The Kruskal‒Wallis test with p values adjusted by Benjamini & Hochberg (BH) correction was used to compare the gene expression levels among the three immune groups, and the differentially expressed mRNAs, lncRNAs and miRNAs were screened in the training set. For these differentially expressed RNAs (p < 0.05), the miRcode database was used to obtain the relationship between miRNAs and lncRNAs; the target genes (mRNAs) of miRNAs were obtained through the miRDB, miRTarBase and TargetScan databases. These target genes (mRNAs) of miRNAs were intersected with differentially expressed mRNAs to obtain miRNA‒mRNA pairs; the lncRNA‒mRNA pairs were obtained by co-expression analysis of lncRNAs and RNAs (Pearson correlation coefficient > 0.4 and p < 0.001)40. The intersection of RNAs in miRNA‒lncRNA, miRNA‒mRNA and lncRNA‒mRNA pairs was used to construct the ceRNA network and to plot the ceRNA network diagram of lncRNA‒miRNA‒mRNA by Cytoscape41.

The LASSO Cox regression model of RNAs in the ceRNA network was constructed by the “glmnet” R package42. For each RNA molecule in the LASSO Cox regression model, the “survival” R package was used for univariate Cox regression analysis. RNA molecules with p ≤ 0.05 were identified as immune-related prognostic molecules of CM. The selected mRNAs associated with CM prognosis, the mRNAs appearing in the ceRNA network and the target mRNAs of the screened miRNAs and lncRNAs related to CM prognosis were analysed by Gene Ontology (GO) and Kyoto Encyclopedia of Genes and Genomes (KEGG) analyses using the “clusterProfiler” R package43,44,45. GO analysis mainly annotates and classifies genes through the biological process (BP), molecular function (MF), and cellular component (CC) categories to determine the shared functions of mRNAs (the enrichment threshold was p ≤ 0.05). KEGG analysis was performed to identify the signalling pathway in the enriched mRNAs (the threshold of enrichment was p ≤ 0.05).

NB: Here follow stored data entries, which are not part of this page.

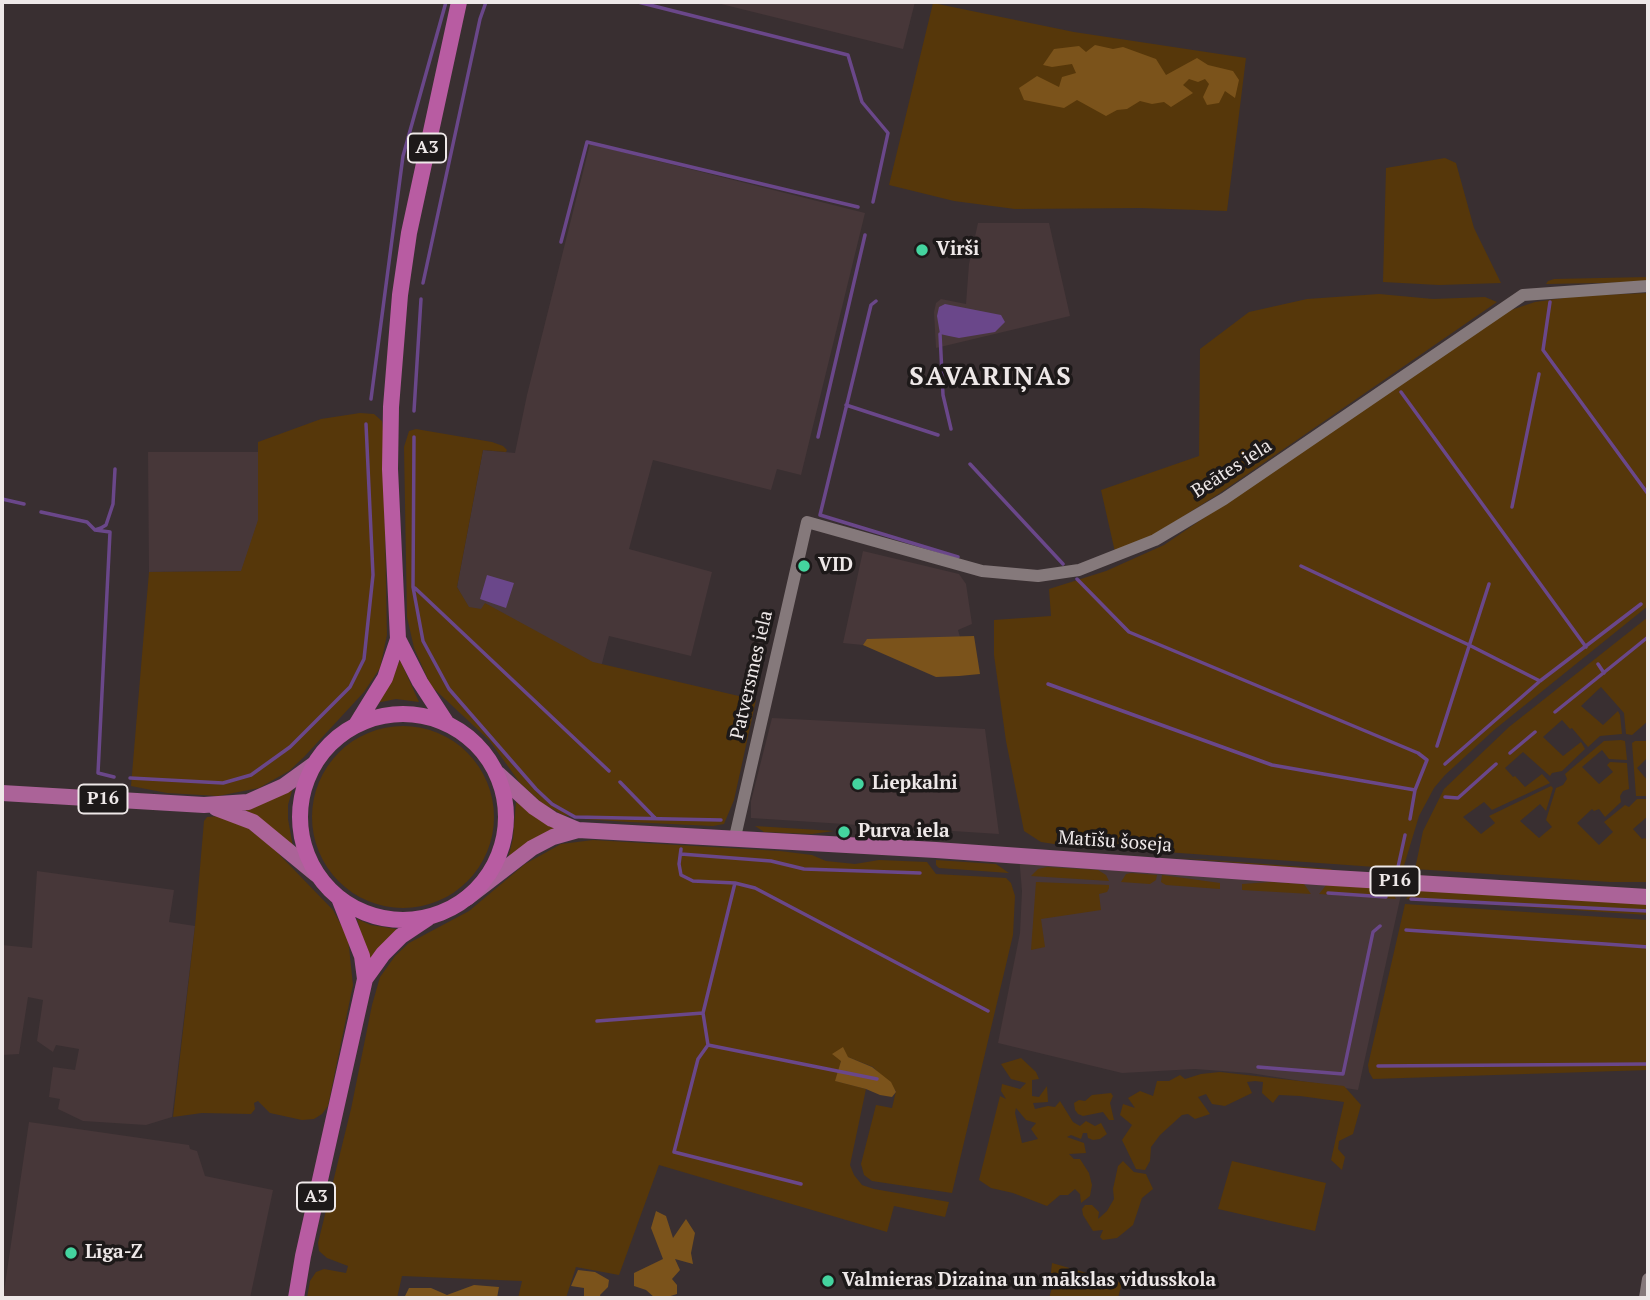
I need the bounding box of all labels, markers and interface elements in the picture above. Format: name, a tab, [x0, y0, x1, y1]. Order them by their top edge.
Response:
road number: A3	[408, 134, 446, 162]
place label: Virši	[936, 239, 979, 261]
marker: Virši	[914, 242, 930, 258]
district label: SAVARIŅAS	[910, 362, 1072, 394]
street label: Beātes iela	[1188, 435, 1276, 503]
place label: VID	[818, 555, 853, 577]
marker: VID	[796, 558, 812, 574]
street label: Patversmes iela	[726, 608, 778, 742]
place label: Liepkalni	[872, 773, 958, 795]
marker: Liepkalni	[850, 776, 866, 792]
road number: P16	[78, 784, 128, 814]
place label: Purva iela	[858, 821, 950, 843]
marker: Purva iela	[836, 824, 852, 840]
street label: Matīšu šoseja	[1057, 827, 1173, 857]
road number: P16	[1370, 866, 1420, 896]
road number: A3	[297, 1182, 335, 1212]
place label: Līga-Z	[85, 1242, 143, 1264]
marker: Līga-Z	[63, 1245, 79, 1261]
place label: Valmieras Dizaina un mākslas vidusskola	[842, 1270, 1216, 1292]
marker: Valmieras Dizaina un mākslas vidusskola	[820, 1273, 836, 1289]

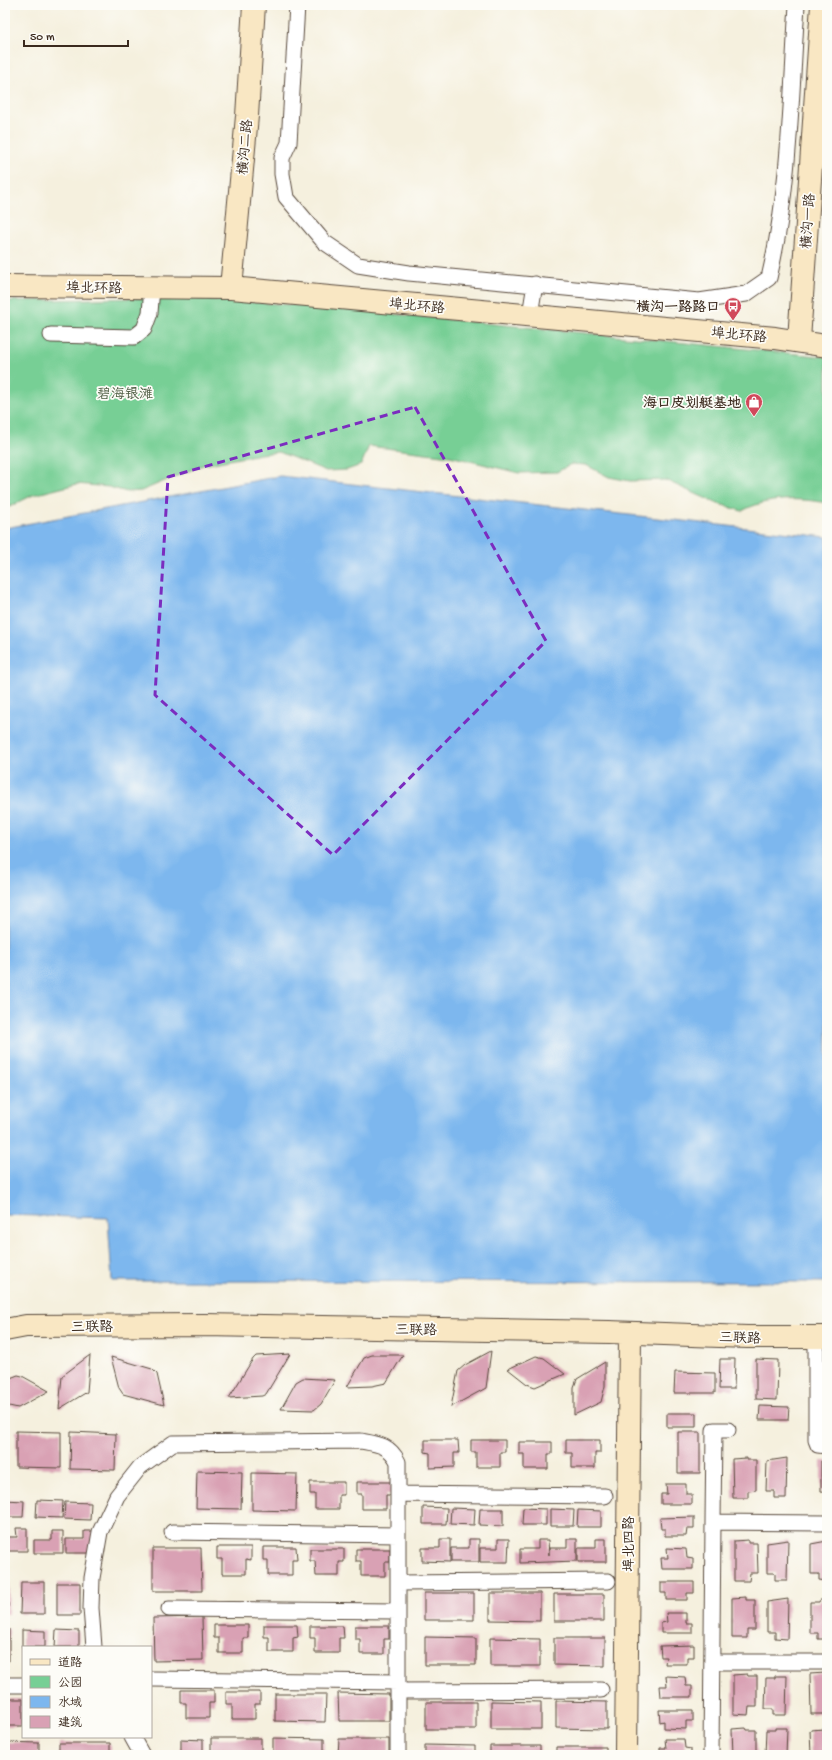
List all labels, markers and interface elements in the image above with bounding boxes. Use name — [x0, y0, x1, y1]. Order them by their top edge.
scale bar — [24, 22, 128, 48]
text: 50 m — [30, 31, 55, 45]
street label: 横沟二路 — [235, 118, 257, 176]
street label: 横沟一路 — [798, 193, 820, 250]
street label: 埠北环路 — [66, 280, 122, 298]
street label: 埠北环路 — [388, 296, 446, 318]
bus stop icon: 横沟一路路口 — [723, 296, 743, 321]
place label: 横沟一路路口 — [636, 299, 720, 317]
street label: 埠北环路 — [710, 325, 768, 347]
park label: 碧海银滩 — [97, 386, 153, 404]
shop icon: 海口皮划艇基地 — [744, 392, 764, 417]
place label: 海口皮划艇基地 — [643, 395, 741, 413]
street label: 三联路 — [71, 1319, 113, 1337]
street label: 三联路 — [395, 1322, 437, 1340]
street label: 三联路 — [719, 1329, 761, 1349]
street label: 埠北四路 — [621, 1516, 639, 1572]
legend — [22, 1646, 152, 1738]
text: 道路 — [58, 1656, 82, 1671]
text: 公园 — [58, 1676, 82, 1691]
text: 水域 — [58, 1696, 82, 1711]
text: 建筑 — [58, 1716, 82, 1731]

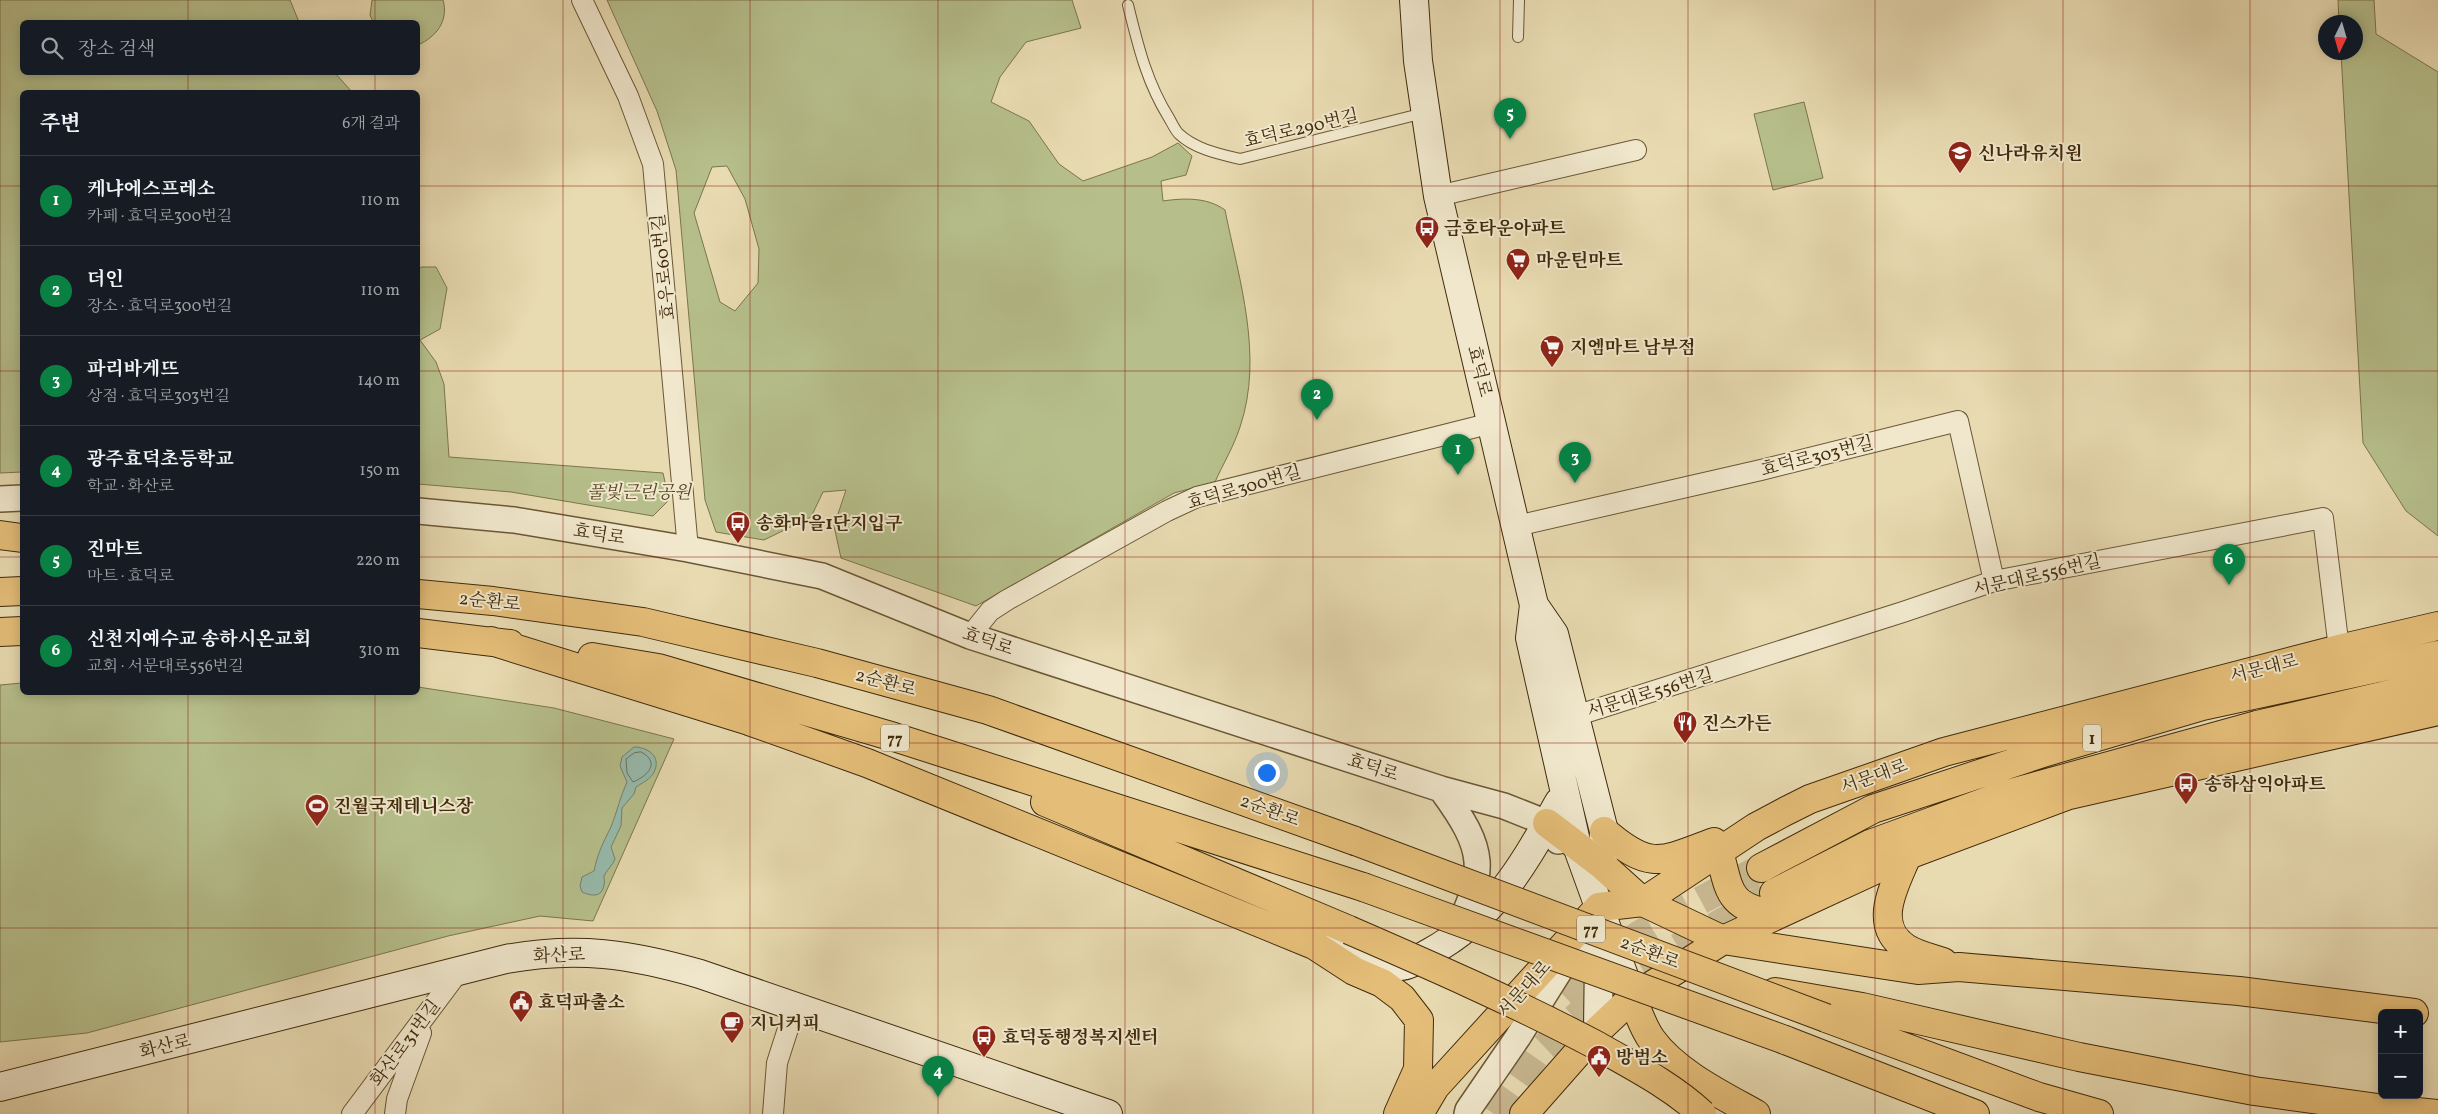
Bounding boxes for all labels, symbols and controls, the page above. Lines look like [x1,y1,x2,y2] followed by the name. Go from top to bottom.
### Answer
[2318,15,2363,60] north arrow
[20,20,420,75] search box
[38,34,66,62] icon: search
[78,37,155,63] text: 장소 검색
[1494,98,1526,139] pin: 5
[1242,104,1361,155] street label: 효덕로290번길
[40,110,81,139] text: 주변
[342,113,400,135] text: 6개 결과
[1947,140,1973,174] school or university icon: 신나라유치원
[1978,142,2082,167] place label: 신나라유치원
[87,177,215,203] text: 케냐에스프레소
[53,190,59,212] text: 1
[361,190,400,212] text: 110 m
[87,206,232,228] text: 카페 · 효덕로300번길
[646,212,683,321] street label: 효우로60번길
[1414,215,1440,249] bus stop icon: 금호타운아파트
[1444,217,1566,242] place label: 금호타운아파트
[1505,247,1531,281] supermarket icon: 마운틴마트
[1536,249,1624,274] place label: 마운틴마트
[87,267,124,293] text: 더인
[52,280,60,302] text: 2
[361,280,400,302] text: 110 m
[87,296,232,318] text: 장소 · 효덕로300번길
[1539,334,1565,368] supermarket icon: 지엠마트 남부점
[1570,336,1695,361] place label: 지엠마트 남부점
[1460,343,1497,400] street label: 효덕로
[87,357,179,383] text: 파리바게뜨
[52,370,60,392] text: 3
[358,370,400,392] text: 140 m
[1301,379,1333,420] pin: 2
[87,386,230,408] text: 상점 · 효덕로303번길
[1758,431,1876,484] street label: 효덕로303번길
[1442,434,1474,475] pin: 1
[1559,442,1591,483] pin: 3
[87,447,234,473] text: 광주효덕초등학교
[51,460,61,482] text: 4
[359,460,400,482] text: 150 m
[1184,460,1304,517] street label: 효덕로300번길
[87,476,174,498] text: 학교 · 화산로
[587,481,693,506] park label: 풀빛근린공원
[725,510,751,544] bus stop icon: 송화마을1단지입구
[756,512,903,537] place label: 송화마을1단지입구
[571,519,626,552] street label: 효덕로
[87,537,142,563] text: 진마트
[2213,544,2245,585] pin: 6
[52,550,60,572] text: 5
[356,550,400,572] text: 220 m
[1971,550,2104,603] street label: 서문대로556번길
[87,566,174,588] text: 마트 · 효덕로
[458,587,522,618] street label: 2순환로
[959,622,1016,663] street label: 효덕로
[87,627,311,653] text: 신천지예수교 송하시온교회
[52,640,60,662] text: 6
[359,640,400,662] text: 310 m
[2228,649,2301,690] street label: 서문대로
[87,656,244,678] text: 교회 · 서문대로556번길
[853,663,919,704] street label: 2순환로
[1584,663,1717,726] street label: 서문대로556번길
[1672,710,1698,744] restaurant icon: 진스가든
[1702,712,1772,737] place label: 진스가든
[881,724,909,751] road number: 77
[2083,724,2101,751] road number: 1
[1344,748,1401,788] street label: 효덕로
[1838,754,1911,801] street label: 서문대로
[1254,760,1280,786] your location
[2173,771,2199,805] bus stop icon: 송하삼익아파트
[2204,773,2326,798] place label: 송하삼익아파트
[1236,789,1303,834] street label: 2순환로
[304,793,330,827] sports icon: 진월국제테니스장
[334,795,474,820] place label: 진월국제테니스장
[1577,916,1605,942] road number: 77
[1616,931,1683,976] street label: 2순환로
[533,943,586,970] street label: 화산로
[1493,956,1558,1024] street label: 서문대로
[508,989,534,1023] public building icon: 효덕파출소
[538,991,626,1016] place label: 효덕파출소
[365,995,447,1093] street label: 화산로31번길
[2378,1009,2423,1099] map controls
[2378,1009,2423,1054] button: +
[719,1010,745,1044] cafe icon: 지니커피
[750,1012,820,1037] place label: 지니커피
[971,1024,997,1058] bus stop icon: 효덕동행정복지센터
[1002,1026,1159,1051] place label: 효덕동행정복지센터
[137,1029,194,1066] street label: 화산로
[1586,1044,1612,1078] public building icon: 방범소
[1616,1046,1669,1071] place label: 방범소
[2378,1054,2423,1099] button: −
[922,1056,954,1097] pin: 4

CM prognostic model integrating clinical variables and immune-related molecules

Univariate Cox regression analysis for clinical factors in the training set was implemented to identify the predictors of CM prognosis (p ≤ 0.05). Taking the screened prognostic RNA molecules of CM and the clinical variables affecting the prognosis of CM as covariates, the multivariate Cox regression model of CM was fitted to obtain the integrated prognostic model of clinical variables of CM and immune-related mRNAs, miRNAs and lncRNAs. Then, the prognostic value of the integrated model of clinical variables and mRNA/miRNA/lncRNA molecules was evaluated in the training set, the testing set, and the entire set. The risk score of CM patients was calculated as follows: \({\mathrm{riskscore}=\sum \mathrm{coef}}_{i}\times {X}_{i}\), where \({X}_{i}\) is the value of the variable in the integrated model and \({\mathrm{coef}}_{i}\) is the regression coefficient of the variable. The greater the risk score is, the worse the prognosis. Taking the median risk score of the training set as the cut-off value, the CM patients were divided into a high-risk group and a low-risk group, and the survival curves of the high-risk group and the low-risk group were drawn46. Univariate Cox regression and Kaplan‒Meier analysis with the log-rank test were used to compare the difference in the overall survival probability between the high-risk group and the low-risk group. The time-dependent receiver operating characteristic (ROC) curve was plotted using the “pROC” R package, and the time-dependent ROC curve and the area under the curve were obtained to evaluate the predictive performance of the prognostic model for CM patients. When the AUC reached 0.7, the prediction value was better.

Statistics

All statistical calculations in this study were performed using R (version 4.0.5) software47. The significance level was α = 0.05 for univariate Cox regression analysis, multivariate Cox regression analysis, the log-rank test, one-way ANOVA, the Kruskal‒Wallis test, the chi-square test and Fisher's exact test.

Ethics approval and consent to participate

Not applicable. This study only conducts data mining on public databases and does not involve any animal and clinical experiments. All methods were performed in accordance with the relevant guidelines and regulations.